As Formigas
Por: Juninhoojrs • 15/5/2018 • Dissertação • 1.061 Palavras (5 Páginas) • 213 Visualizações
Você já brincou de matar formigas?
Acordei numa manha e estava escovando os dentes enquanto repassava alguns pensamentos, cedendo a uma checagem perfeccionista. Minha mente trouxe-me algo que fica oculto em minhas memórias, mas que eventualmente é trazido a tona. Algo doloroso. Como todos nós que temos em nosso passado coisas que nos chateiam profundamente e a simples lembrança é suficiente para causar um mal estar.
Esse meu “algo doloroso” diz respeito a um cão (vira-lata) que eu tive durante 13 ou 14 anos, não lembro exatamente. O nome dele era Maradona. Meu pai o pegou, pequenininho, em um beco próximo a uma caixa d'água e o trouxe para casa, dentro de uma sacola com bananas que havia acabado de comprar em um supermercado próximo. Eu devia ter 7 anos, e lembro da alegria de chegar da escola e ver aquela criaturinha branca com manchas pretas se coçando em cima de uma cadeira.
Maradona morreu em 2015, devido a um câncer que se alastrou. Depois de sua morte, comecei a sentir culpa por momentos, durante esses 13 ou 14 anos de convivência, no qual negligenciei ele. Não pense mal, Maradona foi um cachorro muito bem tratado, a sua longevidade fala por si só. Porem houve momentos específicos em que ele foi negligenciado por mim e por minha família. O que mais dói é presumir a solidão dele. Havia um terraço atrás da minha casa, um espaço grande, onde ele ficava. Passou a maioria dos seus dias ali, sendo solto apenas na parte da noite para o terraço da frente. Apesar de espaçoso, eu imagino que em muitas circunstâncias aquele terreno tenha se tornado pequeno para ele, devido ao tempo que passava sozinho.
Outras vezes, que penso esperançosamente terem se tratado de poucas, esquecemos de banhar, colocar comida duas vezes por dia, e até limpar seu terraço de excrementos. Novamente, isso nunca foi feito com intencionalidade, já que eu e minha família sempre fomos apaixonados por animais. Mas como seres humanos – erramos e agimos mal – em um mundo onde a profusão de preocupações e correrias, também influi. O conforto é saber que sempre que percebíamos nossos erros em relação ao cachorro, tomávamos providências para saná-los.
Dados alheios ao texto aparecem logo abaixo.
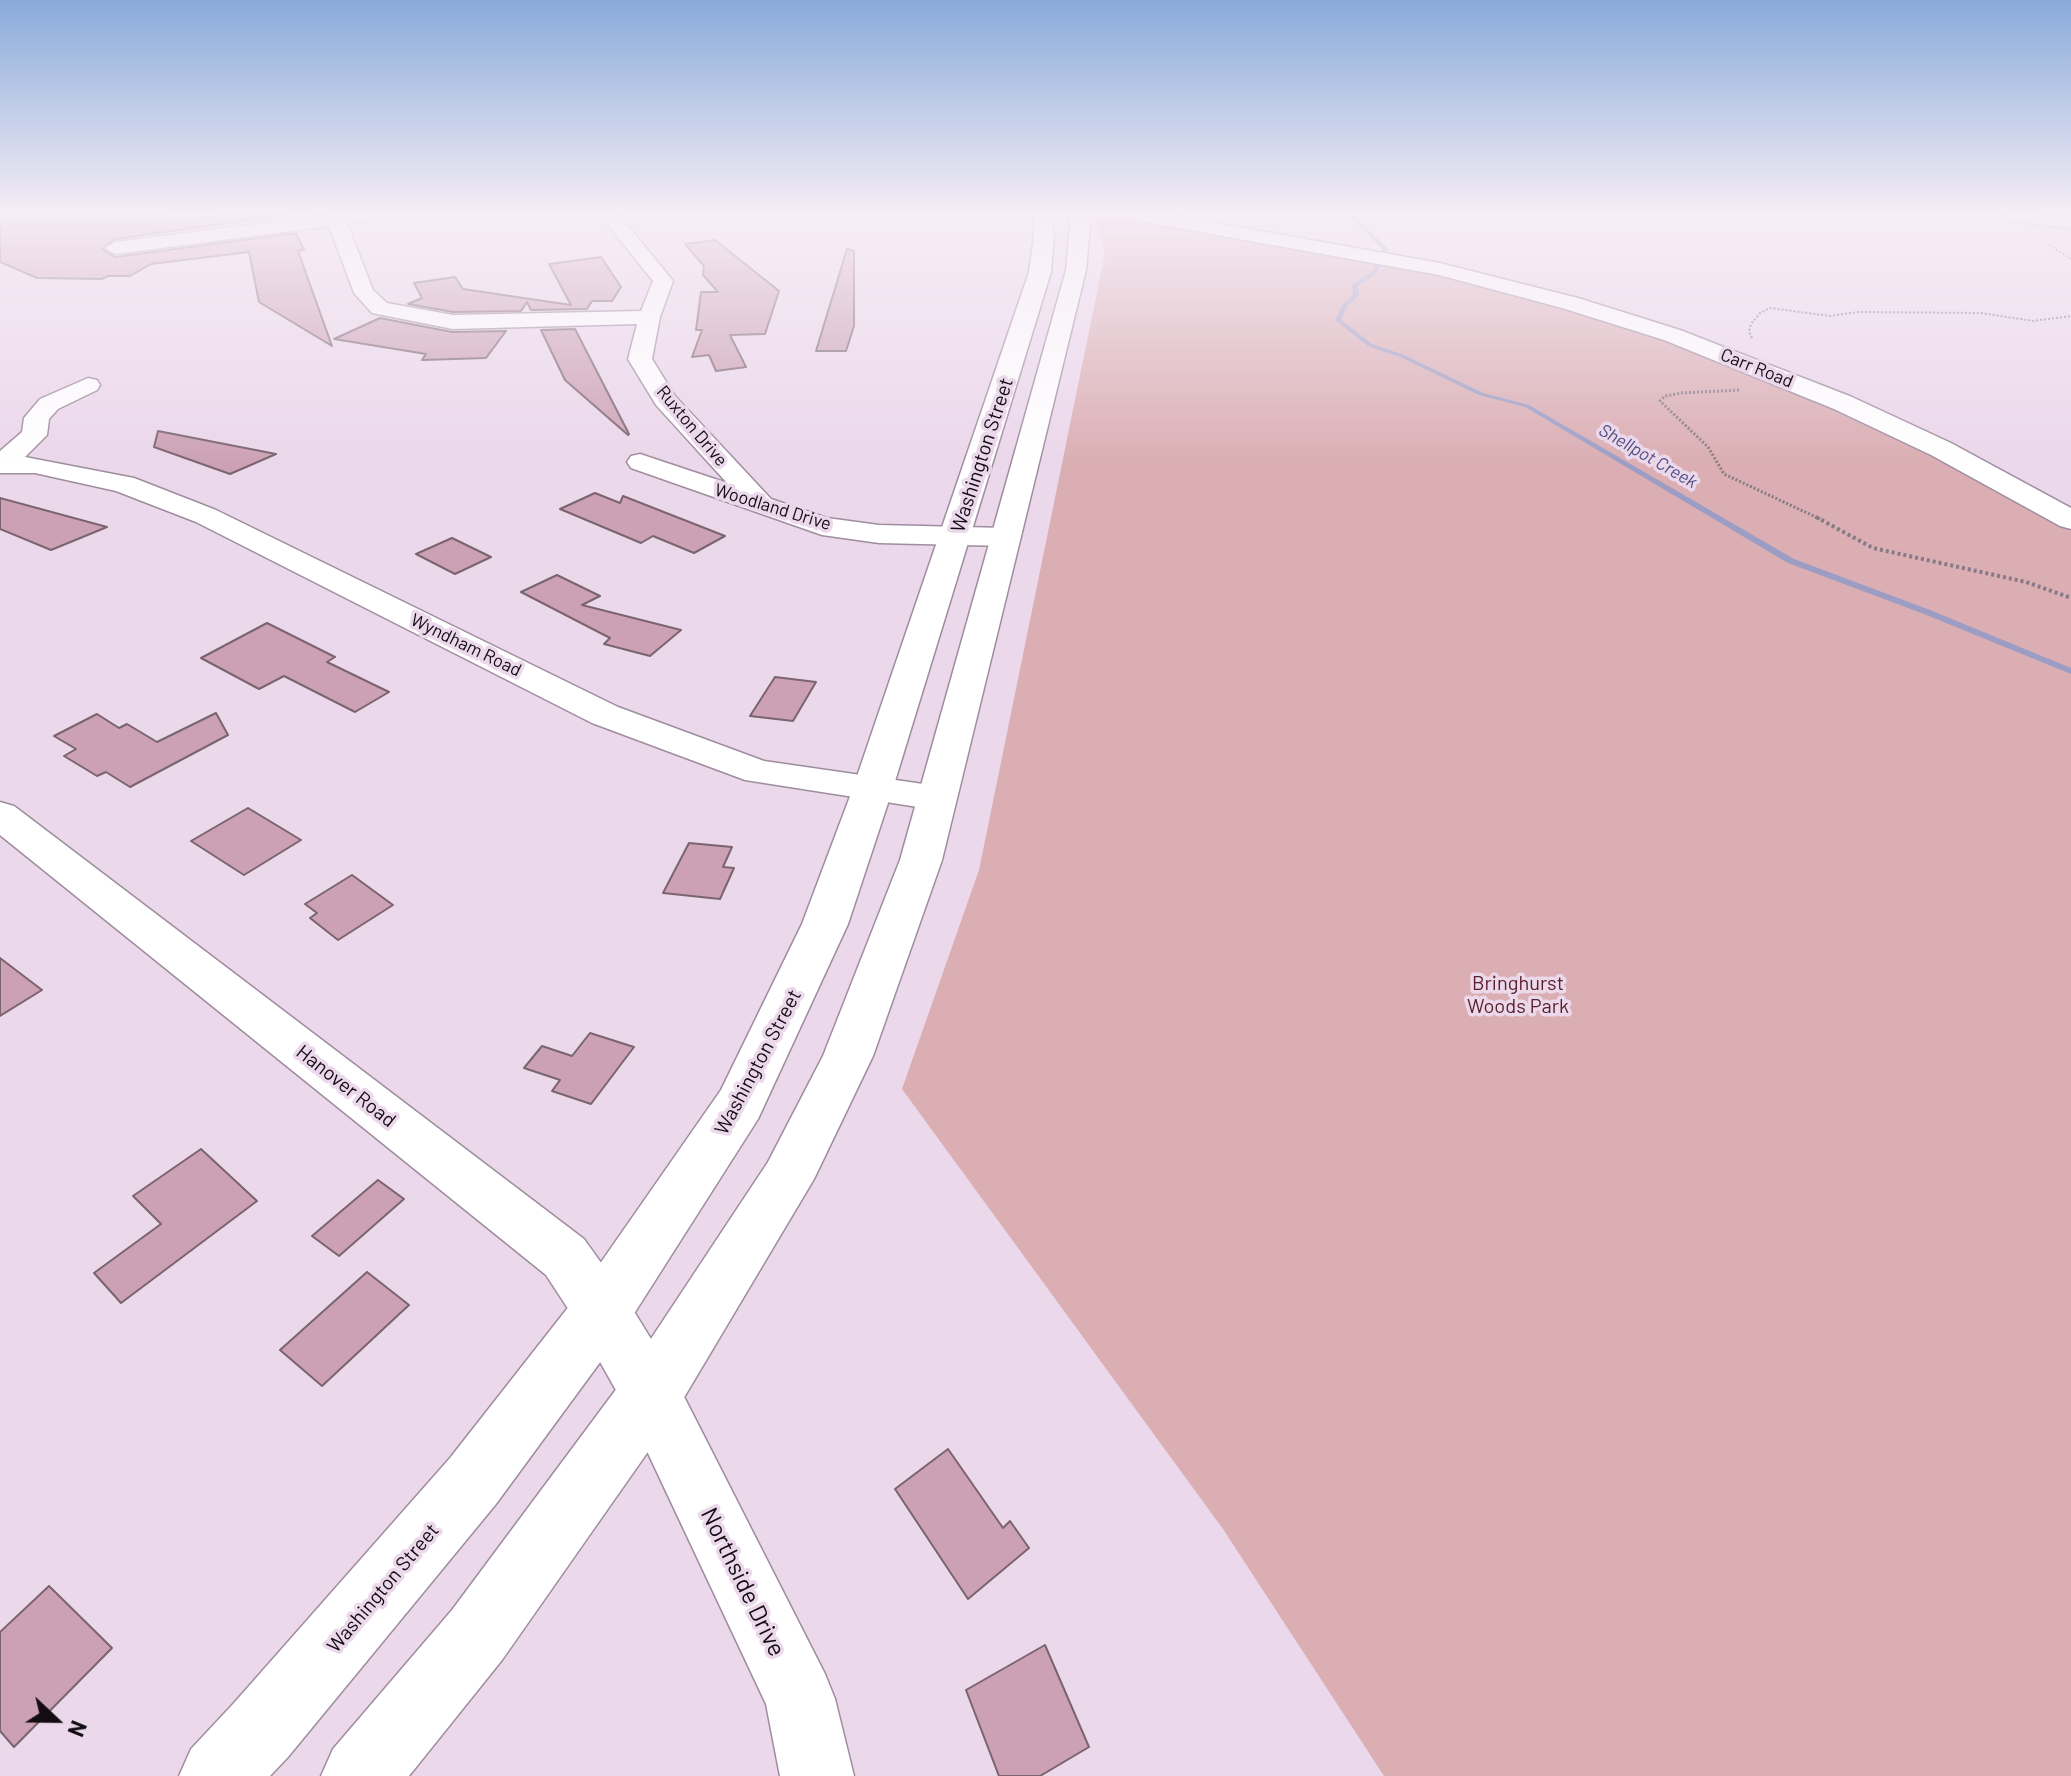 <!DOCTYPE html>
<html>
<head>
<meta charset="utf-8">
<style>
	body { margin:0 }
	#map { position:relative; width:2071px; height:1776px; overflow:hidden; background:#ebd8eb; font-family:Barlow,sans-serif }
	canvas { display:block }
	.north { position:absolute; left:16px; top:1680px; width:80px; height:80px; -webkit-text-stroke:6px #ebd8eb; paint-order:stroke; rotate:112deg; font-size:22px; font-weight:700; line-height:32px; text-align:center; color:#130d13 }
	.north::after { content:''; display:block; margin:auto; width:28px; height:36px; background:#130d13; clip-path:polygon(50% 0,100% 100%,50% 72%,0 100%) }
</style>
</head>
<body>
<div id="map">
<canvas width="2071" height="1776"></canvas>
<div class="north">N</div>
</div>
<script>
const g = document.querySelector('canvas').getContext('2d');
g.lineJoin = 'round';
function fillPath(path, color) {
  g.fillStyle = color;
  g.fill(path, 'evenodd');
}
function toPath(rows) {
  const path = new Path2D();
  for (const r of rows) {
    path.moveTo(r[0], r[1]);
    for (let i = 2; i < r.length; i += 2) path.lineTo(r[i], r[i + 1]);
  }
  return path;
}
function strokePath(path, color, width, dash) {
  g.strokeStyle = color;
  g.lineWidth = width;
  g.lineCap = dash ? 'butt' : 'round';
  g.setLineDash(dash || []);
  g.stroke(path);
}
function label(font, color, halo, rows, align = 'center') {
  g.font = font + ' Barlow,sans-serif';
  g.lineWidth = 7;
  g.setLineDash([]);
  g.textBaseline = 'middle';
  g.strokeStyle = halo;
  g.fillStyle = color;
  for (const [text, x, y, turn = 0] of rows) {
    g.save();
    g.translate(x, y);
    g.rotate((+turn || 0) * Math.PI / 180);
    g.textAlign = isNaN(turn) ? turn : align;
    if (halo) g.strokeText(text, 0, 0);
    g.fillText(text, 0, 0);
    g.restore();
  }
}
const green = toPath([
	[1106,215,1127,216,1487,285,1665,338,1784,384,1934,454,2071,531,2071,1776,1384,1776,1223,1529,902,1089,979,870,1105,253,1095,220]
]);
const stream = toPath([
	[1349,215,1354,215,1388,249,1377,273,1358,286,1359,295,1347,306,1341,320,1372,344,1404,355,1483,393,1529,405,1794,559,1930,610,2071,668,2071,674,1924,614,1788,563,1525,407,1479,395,1400,357,1368,346,1335,320,1343,304,1353,295,1352,285,1373,271,1382,249,1349,215]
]);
const building = toPath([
	[0,215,166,215,167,222,224,215,287,215,115,239,102,249,115,257,296,233,304,250,298,251,332,346,259,302,249,252,151,264,130,276,108,276,102,279,37,278,0,262,0,215],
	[715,240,779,291,765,334,730,335,746,367,716,371,709,355,692,357,702,330,696,330,701,292,718,292,703,275,704,266,685,244,715,240],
	[847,249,854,251,854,326,846,351,816,351,847,249],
	[601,257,621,287,612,301,592,301,587,309,531,310,527,302,521,311,453,312,408,304,422,298,414,283,455,277,463,289,571,305,549,264,601,257],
	[380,318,452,332,506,331,486,358,422,360,426,354,334,339,380,318],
	[575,329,629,434,628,435,565,380,541,330,575,329],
	[158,431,276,454,230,474,154,447,158,431],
	[595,493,620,503,623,496,725,536,694,553,653,536,641,543,560,509,595,493],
	[0,498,107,527,51,550,0,529,0,498],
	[452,538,491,557,455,574,416,554,452,538],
	[557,575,600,596,582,605,681,630,650,656,604,644,610,638,521,592,557,575],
	[267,623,335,657,327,662,389,692,355,712,284,676,259,689,201,658,267,623],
	[775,677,816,682,793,721,750,716,775,677],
	[216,713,228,735,130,787,106,772,97,776,64,756,76,749,54,736,97,714,119,728,127,724,157,742,216,713],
	[248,808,301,840,244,875,191,841,248,808],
	[689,843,732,847,723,867,734,868,720,899,663,893,689,843],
	[352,875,393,905,338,940,310,918,317,913,305,904,352,875],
	[0,958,42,990,0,1016,0,958],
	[590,1033,634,1047,591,1104,552,1091,560,1080,524,1068,542,1046,572,1056,590,1033],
	[201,1149,257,1201,121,1303,94,1273,161,1224,133,1196,201,1149],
	[378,1180,404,1199,339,1256,312,1236,378,1180],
	[367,1272,409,1305,322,1386,280,1350,367,1272],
	[948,1449,1003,1528,1010,1521,1029,1548,968,1599,895,1489,948,1449],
	[49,1586,112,1648,14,1747,0,1731,0,1632,49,1586],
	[1045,1645,1089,1747,1040,1776,999,1776,966,1690,1045,1645]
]);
const pathFar2 = toPath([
	[2049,245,2071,259],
	[1752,338,1749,332,1751,324,1760,313,1770,308,1830,316,1858,312,1981,313,2033,321,2071,316]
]);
const pathFar1 = toPath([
	[1739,390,1682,393,1665,396,1660,401,1708,447,1724,474,1820,519]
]);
const path = toPath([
	[1816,517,1873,548,2026,582,2071,598]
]);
const minor = toPath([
	[328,215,379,215,376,219,347,223,373,290,387,303,453,315,641,311,653,281,600,215,619,215,673,281,660,317,652,359,675,396,771,499,827,518,879,525,1006,528,1016,531,1021,537,1016,543,1006,546,879,543,822,535,631,468,627,462,631,456,640,454,727,483,656,405,628,359,637,324,453,329,372,313,354,293,329,226,115,254,105,248,115,242,328,215],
	[88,378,97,380,100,385,97,390,58,409,49,419,47,435,25,457,134,478,216,510,618,707,764,761,937,786,951,789,956,798,951,807,937,810,745,780,592,723,196,522,116,491,35,473,0,473,0,451,22,432,24,418,40,399,88,378],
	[0,802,14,806,584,1239,622,1292,672,1373,825,1674,835,1699,854,1776,780,1776,766,1704,630,1415,582,1330,546,1275,0,835,0,802]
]);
const tertiary = toPath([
	[1131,215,1171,215,1440,263,1578,298,1680,330,1852,397,1951,443,2071,508,2071,529,2060,526,1931,455,1834,409,1664,340,1562,308,1439,275,1140,221,1131,215]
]);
const secondary = toPath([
	[1033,215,1051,215,1054,235,1051,272,892,791,848,924,758,1119,623,1331,496,1504,288,1757,270,1776,179,1776,191,1749,234,1703,450,1458,581,1291,721,1090,802,924,852,791,1029,272,1034,235,1033,215],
	[1067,215,1085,215,1090,225,1086,270,942,860,873,1056,814,1179,673,1416,502,1660,409,1776,321,1776,333,1749,452,1610,629,1372,768,1162,823,1056,900,860,1066,270,1070,225,1067,215],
	[2001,215,2071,216,2071,228,2010,221,2001,215]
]);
const farStreetnames = [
	["Carr Road",1757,368,22],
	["Ruxton Drive",692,426,50],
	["Woodland Drive",773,507,17],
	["Wyndham Road",466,645,26]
];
const farWaternames = [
	["Shellpot Creek",1648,456,30]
];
const streetNames = [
	["Washington Street",982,455,-72],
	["Washington Street",758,1062,-62],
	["Hanover Road",346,1086,38],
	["Washington Street",383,1588,-50]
];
const parkNames = [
	["Bringhurst",1518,983],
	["Woods Park",1518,1006]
];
const nearStreetnames = [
	["Northside Drive",743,1582,64]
];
fillPath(green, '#daaeb3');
fillPath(stream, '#9c9dc4');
fillPath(building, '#cca1b6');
strokePath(building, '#7a646e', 2);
strokePath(minor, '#9e8d9e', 3);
strokePath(tertiary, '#9e8d9e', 3);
strokePath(secondary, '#9e8d9e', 3);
strokePath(pathFar2, '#877a87', 2, [2, 2]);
strokePath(pathFar1, '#877a87', 3, [2, 2]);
strokePath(path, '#877a87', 4, [3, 3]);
fillPath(minor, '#fff');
fillPath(tertiary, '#fff');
fillPath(secondary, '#fff');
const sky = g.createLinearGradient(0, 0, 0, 464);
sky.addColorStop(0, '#89abda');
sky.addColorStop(0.46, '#f6edf6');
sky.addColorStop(1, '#f6edf600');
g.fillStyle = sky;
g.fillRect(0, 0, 2071, 464);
label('18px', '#130d13', '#ebd8eb', farStreetnames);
label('italic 18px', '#504f85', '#ebd8eb', farWaternames);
label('20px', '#130d13', '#ebd8eb', streetNames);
label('20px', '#5b202d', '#ebd8eb', parkNames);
label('24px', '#130d13', '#ebd8eb', nearStreetnames);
</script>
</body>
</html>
Orando sobre o assunto, pedindo perdão, considerei algumas relações entre a Lei de Deus e a Lei dos Homens. Tenho a plena certeza de que o senhor Jesus perdoa os nossos pecados e nos purifica de toda injustiça quando nos arrependemos (1 João 1:9). Somos então encorajados a seguir em frente (2 Cor 5:17; Fp 3: 13-14). Isso nada tem a ver, graças a Deus, com sentirmos que estamos perdoados, é algo externo, que não necessita da nossa instável percepção, antes, está nas promessas daquele em que não há mudança nem sombra de mudança. Porém, creio que há alguns pecados em que a presença de cristo é vista através do cumprimento da justiça humana além da confissão perante Deus. Por exemplo, se um assassino um dia se converte, nunca tendo sido pego por crimes do passado, ele tem a obrigação de ir na delegacia se entregar e cumprir a pena relativa ao seu país. Deve pagar por seus crimes e acertar, se possível, todas as pontas soltas em sua vida e na vida das pessoas que atingiu. Nesse sentido, considerei Maradona.
No Brasil, o artigo 32 da lei 9605/98 versa o seguinte: “Praticar ato de abuso, maus-tratos, ferir ou mutilar animais silvestres, domésticos ou domesticados, nativos ou exóticos: pena detenção, de três meses a um ano…”. Deveria eu, além de pedir perdão ao Senhor, ir na delegacia e falar que por muitas vezes maltratei meu cão negligenciando cuidados a ele? Segui com as dúvidas permeadas de obsessão. Nesse caso, não podendo simplesmente ignorá-las, antes tentei, como requerido nos confrontos com as obsessões, analisá-las quanto sua racionalidade ou irracionalidade. Foi ai que me ocorreu a questão que deu título a este texto e a ideia de escrevê-lo para me ajudar a pensar.